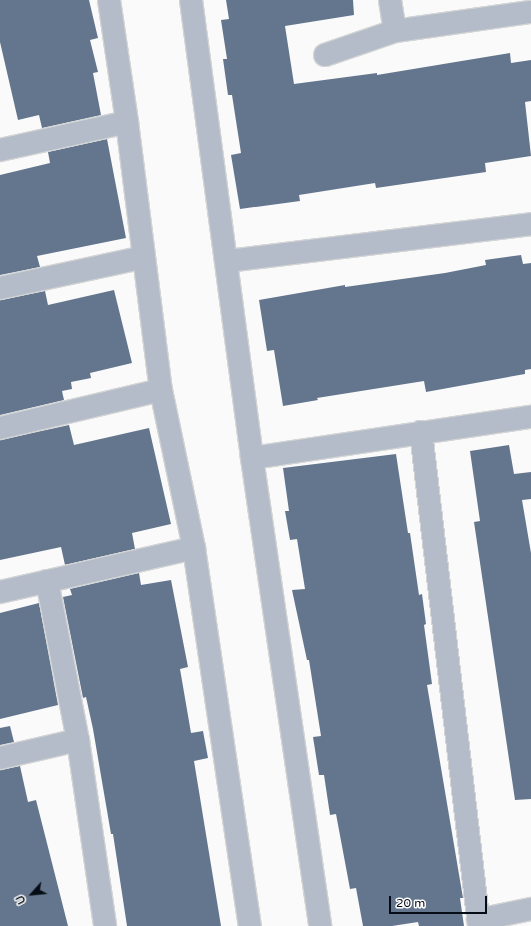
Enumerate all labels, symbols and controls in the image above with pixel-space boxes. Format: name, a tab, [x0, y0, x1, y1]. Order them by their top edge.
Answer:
north arrow	[12, 874, 52, 914]
scale bar	[391, 888, 489, 914]
text: U	[13, 893, 29, 906]
text: 20 m	[396, 896, 425, 910]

----

> [Work item]:
Transcribe the preceding listing in its entirety and with exact wording, leaving out pictures.

> [Solution for this problem]:
Enumerate all labels, symbols and controls in the image above with pixel-space boxes. Format: name, a tab, [x0, y0, x1, y1]. Order them by their top edge.
Answer:
north arrow	[12, 874, 52, 914]
scale bar	[391, 888, 489, 914]
text: U	[13, 893, 29, 906]
text: 20 m	[396, 896, 425, 910]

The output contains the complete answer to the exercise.